- [The task] When a line in the listing contains the string "station", pick it out and copy it.

- [Data]
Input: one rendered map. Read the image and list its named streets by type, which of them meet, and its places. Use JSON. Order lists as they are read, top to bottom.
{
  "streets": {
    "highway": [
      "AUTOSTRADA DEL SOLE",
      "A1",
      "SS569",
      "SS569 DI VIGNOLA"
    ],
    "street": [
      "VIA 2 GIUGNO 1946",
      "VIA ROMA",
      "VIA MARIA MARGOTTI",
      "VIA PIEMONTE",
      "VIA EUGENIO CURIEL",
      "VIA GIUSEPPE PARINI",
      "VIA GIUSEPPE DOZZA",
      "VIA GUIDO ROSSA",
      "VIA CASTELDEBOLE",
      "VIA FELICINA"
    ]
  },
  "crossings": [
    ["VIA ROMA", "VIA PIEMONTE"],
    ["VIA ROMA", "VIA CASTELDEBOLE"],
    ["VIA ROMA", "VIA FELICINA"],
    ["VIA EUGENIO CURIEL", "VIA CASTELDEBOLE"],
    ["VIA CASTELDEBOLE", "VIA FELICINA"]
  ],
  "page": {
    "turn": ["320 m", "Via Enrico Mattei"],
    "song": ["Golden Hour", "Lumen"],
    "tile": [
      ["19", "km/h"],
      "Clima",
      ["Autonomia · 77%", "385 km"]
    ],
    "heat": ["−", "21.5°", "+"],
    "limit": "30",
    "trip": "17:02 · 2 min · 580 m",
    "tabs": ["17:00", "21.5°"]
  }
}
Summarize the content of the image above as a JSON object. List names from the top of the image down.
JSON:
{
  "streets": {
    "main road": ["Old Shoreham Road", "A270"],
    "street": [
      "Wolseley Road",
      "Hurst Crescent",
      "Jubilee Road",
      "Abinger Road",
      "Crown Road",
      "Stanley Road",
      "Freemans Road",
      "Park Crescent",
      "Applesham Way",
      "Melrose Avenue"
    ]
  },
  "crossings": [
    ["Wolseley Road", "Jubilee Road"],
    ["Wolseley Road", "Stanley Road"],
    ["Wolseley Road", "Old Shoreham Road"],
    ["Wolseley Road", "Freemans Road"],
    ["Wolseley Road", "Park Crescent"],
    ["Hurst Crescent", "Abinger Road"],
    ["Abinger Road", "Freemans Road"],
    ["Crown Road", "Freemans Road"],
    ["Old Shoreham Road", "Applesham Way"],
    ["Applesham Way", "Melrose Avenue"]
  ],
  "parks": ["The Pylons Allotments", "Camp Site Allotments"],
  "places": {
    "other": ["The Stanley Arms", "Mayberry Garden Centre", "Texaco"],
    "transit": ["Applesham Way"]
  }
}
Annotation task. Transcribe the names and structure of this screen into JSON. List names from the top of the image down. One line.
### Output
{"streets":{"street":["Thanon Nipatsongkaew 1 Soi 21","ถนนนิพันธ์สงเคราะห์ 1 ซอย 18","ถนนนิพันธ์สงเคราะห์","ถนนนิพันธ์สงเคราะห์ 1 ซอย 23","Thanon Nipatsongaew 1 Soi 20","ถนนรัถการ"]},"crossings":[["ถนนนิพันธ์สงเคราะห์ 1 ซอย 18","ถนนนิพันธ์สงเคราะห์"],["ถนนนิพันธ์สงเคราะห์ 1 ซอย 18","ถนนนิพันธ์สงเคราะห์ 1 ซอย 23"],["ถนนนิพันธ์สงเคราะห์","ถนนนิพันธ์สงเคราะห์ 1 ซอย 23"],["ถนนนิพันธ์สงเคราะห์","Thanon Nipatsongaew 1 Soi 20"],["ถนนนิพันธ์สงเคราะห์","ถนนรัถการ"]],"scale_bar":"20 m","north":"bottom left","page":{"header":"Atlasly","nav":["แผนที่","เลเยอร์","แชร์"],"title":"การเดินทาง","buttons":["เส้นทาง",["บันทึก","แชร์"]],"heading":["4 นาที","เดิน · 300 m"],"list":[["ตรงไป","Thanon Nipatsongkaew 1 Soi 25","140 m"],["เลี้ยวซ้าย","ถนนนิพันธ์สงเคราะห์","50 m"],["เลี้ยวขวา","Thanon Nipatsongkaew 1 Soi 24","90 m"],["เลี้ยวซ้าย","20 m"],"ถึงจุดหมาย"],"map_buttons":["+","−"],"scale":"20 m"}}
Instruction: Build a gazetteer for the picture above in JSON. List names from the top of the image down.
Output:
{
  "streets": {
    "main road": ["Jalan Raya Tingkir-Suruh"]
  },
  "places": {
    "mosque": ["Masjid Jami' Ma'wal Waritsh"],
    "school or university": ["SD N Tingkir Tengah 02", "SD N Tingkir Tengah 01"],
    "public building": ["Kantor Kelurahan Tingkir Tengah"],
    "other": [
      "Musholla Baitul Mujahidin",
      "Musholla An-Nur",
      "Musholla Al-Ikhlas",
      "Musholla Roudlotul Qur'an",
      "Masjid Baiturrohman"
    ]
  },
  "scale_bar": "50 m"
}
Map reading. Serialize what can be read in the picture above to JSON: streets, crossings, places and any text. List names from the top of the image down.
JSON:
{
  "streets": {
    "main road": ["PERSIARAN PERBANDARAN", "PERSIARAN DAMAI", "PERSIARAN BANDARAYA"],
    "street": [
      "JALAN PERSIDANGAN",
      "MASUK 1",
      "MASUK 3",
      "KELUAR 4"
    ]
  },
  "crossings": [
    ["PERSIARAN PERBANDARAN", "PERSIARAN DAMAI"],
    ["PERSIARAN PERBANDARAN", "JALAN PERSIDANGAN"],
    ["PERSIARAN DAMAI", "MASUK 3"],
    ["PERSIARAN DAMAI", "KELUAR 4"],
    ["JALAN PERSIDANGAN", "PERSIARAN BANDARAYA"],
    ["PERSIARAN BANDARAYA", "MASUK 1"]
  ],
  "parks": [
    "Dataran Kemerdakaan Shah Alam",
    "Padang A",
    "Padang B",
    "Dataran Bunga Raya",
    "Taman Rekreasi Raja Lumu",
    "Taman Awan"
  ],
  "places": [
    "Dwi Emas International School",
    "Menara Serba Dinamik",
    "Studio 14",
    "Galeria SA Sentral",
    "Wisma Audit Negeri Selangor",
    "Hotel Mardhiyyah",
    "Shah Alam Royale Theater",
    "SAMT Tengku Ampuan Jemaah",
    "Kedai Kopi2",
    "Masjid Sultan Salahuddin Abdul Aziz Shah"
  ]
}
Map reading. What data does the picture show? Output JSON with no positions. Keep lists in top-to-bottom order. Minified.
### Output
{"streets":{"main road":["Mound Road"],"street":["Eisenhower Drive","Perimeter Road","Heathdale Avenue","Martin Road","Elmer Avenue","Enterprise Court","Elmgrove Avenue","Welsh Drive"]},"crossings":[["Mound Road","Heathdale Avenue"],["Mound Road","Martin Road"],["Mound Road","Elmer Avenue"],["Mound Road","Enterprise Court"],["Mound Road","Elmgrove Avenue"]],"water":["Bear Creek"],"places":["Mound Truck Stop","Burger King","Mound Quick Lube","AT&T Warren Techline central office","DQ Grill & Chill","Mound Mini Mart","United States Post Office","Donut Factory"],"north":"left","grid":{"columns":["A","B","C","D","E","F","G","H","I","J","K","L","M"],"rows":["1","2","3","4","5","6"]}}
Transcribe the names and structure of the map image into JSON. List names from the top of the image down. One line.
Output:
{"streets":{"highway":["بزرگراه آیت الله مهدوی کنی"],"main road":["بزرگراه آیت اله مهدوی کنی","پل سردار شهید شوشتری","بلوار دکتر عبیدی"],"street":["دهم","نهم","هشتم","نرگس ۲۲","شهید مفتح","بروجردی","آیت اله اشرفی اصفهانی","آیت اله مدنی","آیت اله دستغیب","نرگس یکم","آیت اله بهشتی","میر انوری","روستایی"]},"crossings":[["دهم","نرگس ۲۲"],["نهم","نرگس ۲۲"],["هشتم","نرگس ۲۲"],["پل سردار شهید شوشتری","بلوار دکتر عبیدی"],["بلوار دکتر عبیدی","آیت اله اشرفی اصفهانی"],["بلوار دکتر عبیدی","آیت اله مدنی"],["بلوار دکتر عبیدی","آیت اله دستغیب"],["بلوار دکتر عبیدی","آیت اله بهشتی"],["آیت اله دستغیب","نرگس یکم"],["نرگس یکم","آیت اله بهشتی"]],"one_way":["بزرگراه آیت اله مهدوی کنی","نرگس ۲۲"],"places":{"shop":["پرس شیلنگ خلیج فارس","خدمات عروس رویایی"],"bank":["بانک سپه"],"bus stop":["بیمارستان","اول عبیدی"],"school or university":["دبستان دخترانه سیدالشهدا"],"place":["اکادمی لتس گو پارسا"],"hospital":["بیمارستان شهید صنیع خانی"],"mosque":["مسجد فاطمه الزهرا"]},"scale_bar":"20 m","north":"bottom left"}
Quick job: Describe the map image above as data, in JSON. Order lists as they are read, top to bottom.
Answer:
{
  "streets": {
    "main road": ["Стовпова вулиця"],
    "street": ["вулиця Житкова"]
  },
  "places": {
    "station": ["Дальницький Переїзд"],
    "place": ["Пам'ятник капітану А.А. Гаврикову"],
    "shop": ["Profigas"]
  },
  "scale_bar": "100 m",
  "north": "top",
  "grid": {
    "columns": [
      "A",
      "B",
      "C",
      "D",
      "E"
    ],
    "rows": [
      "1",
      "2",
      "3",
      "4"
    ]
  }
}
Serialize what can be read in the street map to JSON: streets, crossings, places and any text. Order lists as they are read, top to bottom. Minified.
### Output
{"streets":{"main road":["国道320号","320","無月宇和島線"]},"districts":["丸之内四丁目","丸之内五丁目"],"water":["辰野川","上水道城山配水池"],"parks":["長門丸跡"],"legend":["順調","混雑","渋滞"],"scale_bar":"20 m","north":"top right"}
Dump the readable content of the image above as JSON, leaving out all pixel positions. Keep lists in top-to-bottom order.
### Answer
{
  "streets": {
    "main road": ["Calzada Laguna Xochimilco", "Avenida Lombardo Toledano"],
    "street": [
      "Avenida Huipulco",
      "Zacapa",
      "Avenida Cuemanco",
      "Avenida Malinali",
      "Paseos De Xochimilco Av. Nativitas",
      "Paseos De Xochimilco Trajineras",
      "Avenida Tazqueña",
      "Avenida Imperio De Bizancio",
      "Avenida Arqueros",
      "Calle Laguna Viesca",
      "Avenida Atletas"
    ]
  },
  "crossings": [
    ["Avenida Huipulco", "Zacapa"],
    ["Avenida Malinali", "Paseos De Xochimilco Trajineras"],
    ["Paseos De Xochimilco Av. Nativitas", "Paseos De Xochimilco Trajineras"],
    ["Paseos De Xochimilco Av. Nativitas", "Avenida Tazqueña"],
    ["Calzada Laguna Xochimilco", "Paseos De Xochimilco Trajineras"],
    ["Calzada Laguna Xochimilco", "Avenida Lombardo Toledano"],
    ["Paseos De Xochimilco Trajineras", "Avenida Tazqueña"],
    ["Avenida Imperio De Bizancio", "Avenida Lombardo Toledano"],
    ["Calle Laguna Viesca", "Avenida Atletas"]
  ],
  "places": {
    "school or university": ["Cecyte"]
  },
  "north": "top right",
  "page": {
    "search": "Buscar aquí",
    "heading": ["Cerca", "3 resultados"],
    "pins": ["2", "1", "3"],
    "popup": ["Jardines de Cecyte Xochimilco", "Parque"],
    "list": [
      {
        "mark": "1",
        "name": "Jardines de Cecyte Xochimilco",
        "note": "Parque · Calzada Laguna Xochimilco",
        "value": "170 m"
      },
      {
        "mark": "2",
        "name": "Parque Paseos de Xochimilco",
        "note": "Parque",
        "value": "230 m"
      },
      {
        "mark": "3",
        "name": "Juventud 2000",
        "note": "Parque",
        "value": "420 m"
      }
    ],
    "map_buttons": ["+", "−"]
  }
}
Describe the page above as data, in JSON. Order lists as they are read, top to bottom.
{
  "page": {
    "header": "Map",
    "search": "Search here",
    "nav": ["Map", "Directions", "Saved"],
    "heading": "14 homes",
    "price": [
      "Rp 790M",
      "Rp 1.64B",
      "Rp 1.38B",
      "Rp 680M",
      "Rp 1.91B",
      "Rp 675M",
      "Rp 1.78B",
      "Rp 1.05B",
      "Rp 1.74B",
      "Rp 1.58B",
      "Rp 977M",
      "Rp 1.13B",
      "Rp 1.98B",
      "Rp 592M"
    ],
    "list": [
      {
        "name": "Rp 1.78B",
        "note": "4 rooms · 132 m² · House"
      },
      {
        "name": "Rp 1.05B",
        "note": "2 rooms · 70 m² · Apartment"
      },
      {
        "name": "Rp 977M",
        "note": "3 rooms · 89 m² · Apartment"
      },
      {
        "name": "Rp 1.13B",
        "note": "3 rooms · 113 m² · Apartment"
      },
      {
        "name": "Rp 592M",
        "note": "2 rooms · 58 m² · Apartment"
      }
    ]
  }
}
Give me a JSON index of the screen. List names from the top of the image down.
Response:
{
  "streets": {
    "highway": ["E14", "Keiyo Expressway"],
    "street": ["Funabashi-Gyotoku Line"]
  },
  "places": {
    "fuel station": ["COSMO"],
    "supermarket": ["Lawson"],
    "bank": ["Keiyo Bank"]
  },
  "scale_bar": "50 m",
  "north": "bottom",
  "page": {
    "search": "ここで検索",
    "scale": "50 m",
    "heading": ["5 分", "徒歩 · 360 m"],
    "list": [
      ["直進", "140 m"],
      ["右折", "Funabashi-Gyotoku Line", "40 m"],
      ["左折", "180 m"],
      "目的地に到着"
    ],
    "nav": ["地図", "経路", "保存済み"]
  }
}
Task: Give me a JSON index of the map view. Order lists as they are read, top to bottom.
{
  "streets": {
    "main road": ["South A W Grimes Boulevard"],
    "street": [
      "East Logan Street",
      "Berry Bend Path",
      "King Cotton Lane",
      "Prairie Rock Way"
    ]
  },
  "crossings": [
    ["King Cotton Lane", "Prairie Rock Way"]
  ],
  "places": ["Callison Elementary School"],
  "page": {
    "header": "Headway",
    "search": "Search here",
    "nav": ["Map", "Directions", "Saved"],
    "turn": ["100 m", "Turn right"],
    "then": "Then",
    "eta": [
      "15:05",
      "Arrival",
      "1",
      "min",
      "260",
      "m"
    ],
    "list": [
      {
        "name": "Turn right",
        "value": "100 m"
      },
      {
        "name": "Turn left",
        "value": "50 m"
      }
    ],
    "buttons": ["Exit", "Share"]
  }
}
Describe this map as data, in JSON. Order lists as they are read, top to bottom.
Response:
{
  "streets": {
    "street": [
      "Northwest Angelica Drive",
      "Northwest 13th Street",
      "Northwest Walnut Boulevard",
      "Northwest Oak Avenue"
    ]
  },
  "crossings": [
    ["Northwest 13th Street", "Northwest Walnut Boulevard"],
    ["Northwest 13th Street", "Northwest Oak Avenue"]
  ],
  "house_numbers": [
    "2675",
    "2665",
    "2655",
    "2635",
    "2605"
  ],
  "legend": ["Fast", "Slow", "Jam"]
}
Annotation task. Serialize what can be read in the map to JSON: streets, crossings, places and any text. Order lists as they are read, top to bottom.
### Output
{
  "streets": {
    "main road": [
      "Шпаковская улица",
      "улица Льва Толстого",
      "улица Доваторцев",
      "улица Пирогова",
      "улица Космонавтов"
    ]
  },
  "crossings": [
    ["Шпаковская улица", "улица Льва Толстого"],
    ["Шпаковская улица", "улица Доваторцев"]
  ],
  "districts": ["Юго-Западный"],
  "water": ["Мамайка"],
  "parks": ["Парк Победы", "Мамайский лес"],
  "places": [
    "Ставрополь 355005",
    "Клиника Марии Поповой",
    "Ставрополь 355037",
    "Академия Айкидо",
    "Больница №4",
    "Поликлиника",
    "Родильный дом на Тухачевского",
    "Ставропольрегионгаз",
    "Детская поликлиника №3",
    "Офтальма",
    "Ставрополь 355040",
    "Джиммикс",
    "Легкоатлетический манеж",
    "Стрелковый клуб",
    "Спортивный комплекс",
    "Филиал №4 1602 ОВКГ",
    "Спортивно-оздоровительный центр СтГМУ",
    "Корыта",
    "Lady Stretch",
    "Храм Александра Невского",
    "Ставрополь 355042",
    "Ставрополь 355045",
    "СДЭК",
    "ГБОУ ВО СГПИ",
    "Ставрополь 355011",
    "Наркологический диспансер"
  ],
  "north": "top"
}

- [Response]
    "station": ["Дальницький Переїзд"],
    "fuel station": ["COSMO"],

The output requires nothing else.